Wednesday, March 01, 2017 - Updated: 2:08 AM
Forty men and women of the Kentucky National Guard are able to say they are Screaming Eagles after a patching ceremony Saturday on Fort Campbell.
This is now a unique opportunity for those who were patched, Brigadier Gen. Benjamin F. Adams III said.
Maj. Gen. Andrew J. Poppas said the troops train together, certify together and deploy together. They are one Army. The ceremony was about finding synergy in order to become one force.
In order to do this, National Guard members and members from the 101st Airborne Division (Air Assault) will train together. This will bring the National Guard up to the 101st's level.
But Poppas also said Guard soldiers had some training his troopers could benefit from.
When the division deploys, it does not do so as a whole. Poppas still has formations on post training. The National Guard steps in to cover those gaps.
"I'm dependent on this inner-operability," he said, adding that's why they have to get everyone on level, so they can be one tight formation.
It also helps the division after it received cuts. It became a symbiotic relationship.

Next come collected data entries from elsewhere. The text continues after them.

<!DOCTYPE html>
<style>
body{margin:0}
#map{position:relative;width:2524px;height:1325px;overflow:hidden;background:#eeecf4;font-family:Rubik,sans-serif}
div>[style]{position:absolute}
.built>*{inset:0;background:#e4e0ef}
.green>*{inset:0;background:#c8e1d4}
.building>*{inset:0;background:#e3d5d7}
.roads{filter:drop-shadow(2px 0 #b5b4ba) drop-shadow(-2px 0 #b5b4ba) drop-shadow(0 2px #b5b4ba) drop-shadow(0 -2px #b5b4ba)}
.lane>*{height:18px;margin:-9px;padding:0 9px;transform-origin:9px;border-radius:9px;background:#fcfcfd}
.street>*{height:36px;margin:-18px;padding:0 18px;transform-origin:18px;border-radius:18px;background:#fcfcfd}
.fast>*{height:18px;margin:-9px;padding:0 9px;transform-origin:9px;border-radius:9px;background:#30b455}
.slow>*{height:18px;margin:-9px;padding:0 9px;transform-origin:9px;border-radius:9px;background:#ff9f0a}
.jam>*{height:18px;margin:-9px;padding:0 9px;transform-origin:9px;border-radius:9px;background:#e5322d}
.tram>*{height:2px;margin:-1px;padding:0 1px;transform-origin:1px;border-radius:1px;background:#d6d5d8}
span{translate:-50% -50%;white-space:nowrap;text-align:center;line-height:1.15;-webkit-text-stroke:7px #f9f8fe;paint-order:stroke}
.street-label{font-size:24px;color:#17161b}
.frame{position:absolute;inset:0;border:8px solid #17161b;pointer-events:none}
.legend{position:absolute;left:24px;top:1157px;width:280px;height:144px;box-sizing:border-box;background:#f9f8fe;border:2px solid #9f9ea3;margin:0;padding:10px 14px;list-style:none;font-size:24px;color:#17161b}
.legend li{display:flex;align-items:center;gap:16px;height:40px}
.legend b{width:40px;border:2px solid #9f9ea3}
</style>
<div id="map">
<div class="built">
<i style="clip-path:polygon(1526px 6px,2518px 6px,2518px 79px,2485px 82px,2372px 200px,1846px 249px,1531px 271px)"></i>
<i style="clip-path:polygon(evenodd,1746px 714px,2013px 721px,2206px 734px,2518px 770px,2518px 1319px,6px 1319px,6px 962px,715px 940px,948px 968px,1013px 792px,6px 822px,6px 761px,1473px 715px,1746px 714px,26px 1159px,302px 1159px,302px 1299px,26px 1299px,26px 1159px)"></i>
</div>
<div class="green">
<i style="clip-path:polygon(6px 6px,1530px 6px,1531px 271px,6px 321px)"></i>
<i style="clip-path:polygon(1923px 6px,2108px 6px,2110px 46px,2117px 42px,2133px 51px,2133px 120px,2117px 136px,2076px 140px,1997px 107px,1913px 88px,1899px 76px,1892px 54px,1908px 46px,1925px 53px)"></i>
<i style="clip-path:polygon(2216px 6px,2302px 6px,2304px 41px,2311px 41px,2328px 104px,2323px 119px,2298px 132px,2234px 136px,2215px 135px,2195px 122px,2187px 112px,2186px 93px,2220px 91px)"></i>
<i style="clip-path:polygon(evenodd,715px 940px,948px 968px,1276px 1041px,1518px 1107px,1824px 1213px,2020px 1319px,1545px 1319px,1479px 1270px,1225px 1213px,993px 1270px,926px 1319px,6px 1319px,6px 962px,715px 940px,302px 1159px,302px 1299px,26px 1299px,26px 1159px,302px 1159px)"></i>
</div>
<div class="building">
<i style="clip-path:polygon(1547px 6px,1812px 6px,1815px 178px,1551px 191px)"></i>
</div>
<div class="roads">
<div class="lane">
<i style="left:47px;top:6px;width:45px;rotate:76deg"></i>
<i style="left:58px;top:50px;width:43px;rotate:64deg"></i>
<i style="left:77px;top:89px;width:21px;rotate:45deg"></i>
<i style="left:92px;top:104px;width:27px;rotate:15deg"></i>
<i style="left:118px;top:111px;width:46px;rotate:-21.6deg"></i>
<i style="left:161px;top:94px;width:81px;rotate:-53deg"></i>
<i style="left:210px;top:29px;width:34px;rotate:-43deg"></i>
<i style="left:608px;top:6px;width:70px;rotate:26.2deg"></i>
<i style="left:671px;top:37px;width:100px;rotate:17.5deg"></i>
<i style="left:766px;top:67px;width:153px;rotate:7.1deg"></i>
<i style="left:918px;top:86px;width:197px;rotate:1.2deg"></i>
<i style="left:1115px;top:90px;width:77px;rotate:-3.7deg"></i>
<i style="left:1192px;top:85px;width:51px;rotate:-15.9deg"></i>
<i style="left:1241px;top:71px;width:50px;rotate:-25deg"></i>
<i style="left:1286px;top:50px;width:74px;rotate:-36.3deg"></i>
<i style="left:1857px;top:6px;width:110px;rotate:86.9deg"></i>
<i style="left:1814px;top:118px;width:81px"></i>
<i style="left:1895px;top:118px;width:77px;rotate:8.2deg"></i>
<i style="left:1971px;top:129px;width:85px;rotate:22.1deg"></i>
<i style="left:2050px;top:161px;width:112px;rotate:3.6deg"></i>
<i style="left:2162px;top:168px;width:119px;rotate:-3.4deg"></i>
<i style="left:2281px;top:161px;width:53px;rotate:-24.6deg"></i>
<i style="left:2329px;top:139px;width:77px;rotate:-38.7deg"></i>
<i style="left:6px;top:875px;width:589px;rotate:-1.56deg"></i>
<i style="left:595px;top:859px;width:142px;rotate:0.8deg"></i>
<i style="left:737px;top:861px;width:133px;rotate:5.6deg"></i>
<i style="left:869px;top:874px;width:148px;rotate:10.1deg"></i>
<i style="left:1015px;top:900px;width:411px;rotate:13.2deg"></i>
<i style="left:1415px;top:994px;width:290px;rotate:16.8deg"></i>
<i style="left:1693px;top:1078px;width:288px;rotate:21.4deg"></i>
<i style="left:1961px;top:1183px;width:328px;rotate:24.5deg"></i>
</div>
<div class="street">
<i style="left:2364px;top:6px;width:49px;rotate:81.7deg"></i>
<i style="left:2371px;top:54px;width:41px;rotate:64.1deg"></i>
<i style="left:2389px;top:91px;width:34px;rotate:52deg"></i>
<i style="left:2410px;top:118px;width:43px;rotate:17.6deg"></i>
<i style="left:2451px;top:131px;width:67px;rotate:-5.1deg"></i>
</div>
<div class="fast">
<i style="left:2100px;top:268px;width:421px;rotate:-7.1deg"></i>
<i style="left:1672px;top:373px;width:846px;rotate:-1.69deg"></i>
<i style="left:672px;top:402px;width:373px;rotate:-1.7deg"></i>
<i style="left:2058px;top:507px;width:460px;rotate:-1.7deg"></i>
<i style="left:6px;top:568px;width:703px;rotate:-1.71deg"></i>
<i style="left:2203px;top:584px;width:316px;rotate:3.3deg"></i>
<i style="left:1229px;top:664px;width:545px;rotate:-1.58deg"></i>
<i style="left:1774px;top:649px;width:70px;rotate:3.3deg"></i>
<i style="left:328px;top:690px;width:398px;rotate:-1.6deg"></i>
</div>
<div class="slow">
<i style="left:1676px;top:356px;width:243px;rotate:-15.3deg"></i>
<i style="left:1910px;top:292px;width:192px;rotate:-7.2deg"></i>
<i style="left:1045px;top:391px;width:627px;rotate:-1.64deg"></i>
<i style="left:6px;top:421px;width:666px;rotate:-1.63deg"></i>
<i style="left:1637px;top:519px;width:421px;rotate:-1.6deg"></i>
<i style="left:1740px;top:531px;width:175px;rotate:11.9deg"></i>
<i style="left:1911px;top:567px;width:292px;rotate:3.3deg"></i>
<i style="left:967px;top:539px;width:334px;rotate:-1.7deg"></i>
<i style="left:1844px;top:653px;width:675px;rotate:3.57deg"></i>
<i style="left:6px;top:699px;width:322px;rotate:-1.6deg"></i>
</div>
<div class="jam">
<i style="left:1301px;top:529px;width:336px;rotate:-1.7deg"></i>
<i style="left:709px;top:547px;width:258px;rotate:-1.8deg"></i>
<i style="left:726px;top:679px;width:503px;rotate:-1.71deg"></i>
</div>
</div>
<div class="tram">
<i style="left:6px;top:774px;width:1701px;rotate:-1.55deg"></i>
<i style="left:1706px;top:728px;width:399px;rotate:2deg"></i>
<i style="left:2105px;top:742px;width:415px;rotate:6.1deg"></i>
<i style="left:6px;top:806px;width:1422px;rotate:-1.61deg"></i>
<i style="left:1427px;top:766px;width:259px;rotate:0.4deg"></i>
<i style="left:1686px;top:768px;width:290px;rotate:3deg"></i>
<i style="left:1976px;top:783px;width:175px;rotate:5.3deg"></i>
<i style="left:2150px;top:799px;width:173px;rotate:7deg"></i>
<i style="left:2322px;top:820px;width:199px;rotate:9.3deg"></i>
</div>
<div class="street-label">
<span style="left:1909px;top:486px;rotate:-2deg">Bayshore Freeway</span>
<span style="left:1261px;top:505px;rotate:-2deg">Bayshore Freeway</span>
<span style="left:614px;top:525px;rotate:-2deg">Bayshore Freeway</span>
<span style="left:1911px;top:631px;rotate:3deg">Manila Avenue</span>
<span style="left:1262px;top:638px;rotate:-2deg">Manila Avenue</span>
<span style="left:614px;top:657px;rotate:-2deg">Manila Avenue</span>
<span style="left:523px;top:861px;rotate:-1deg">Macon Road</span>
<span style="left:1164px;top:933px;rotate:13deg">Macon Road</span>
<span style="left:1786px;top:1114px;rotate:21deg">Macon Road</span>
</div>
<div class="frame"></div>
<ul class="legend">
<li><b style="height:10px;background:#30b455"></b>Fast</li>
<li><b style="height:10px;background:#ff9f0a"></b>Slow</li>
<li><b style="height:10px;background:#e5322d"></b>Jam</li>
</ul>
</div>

With these Guard units partnered with, Poppas said they are fully dependent on those units to be fully integrated.
"This is a reflection of the future of the fight," he said.
This not only fulfills the division's needs, but it also expands and builds capability of the Guard, according to Adams.
It also helps expand the Guard. Everyone wants to be involved and do their part, Adams said. For those who can join, they like the idea of being tied to the 101st.
Over the next few years, each Guard soldier will be trained and certified before their deployment and then get incorporated into the group.In whole, there were 91 members of the Kentucky National Guard that have joined with this partnership.
There are also five others from other states' Guard units who have joined.n Saturday's group was one of 13 detachments across the country.
Adams told the soldiers during the ceremony that this is a unique partnership they should be proud to be a part of.
"This is not about individual units. This is about team," he said.
"The bottom line, at the end of the day, it doesn't matter about the patch you wear on your shoulder. The patch that matters is the one on your chest says "U.S. Army" and we're all a part of that team," he said.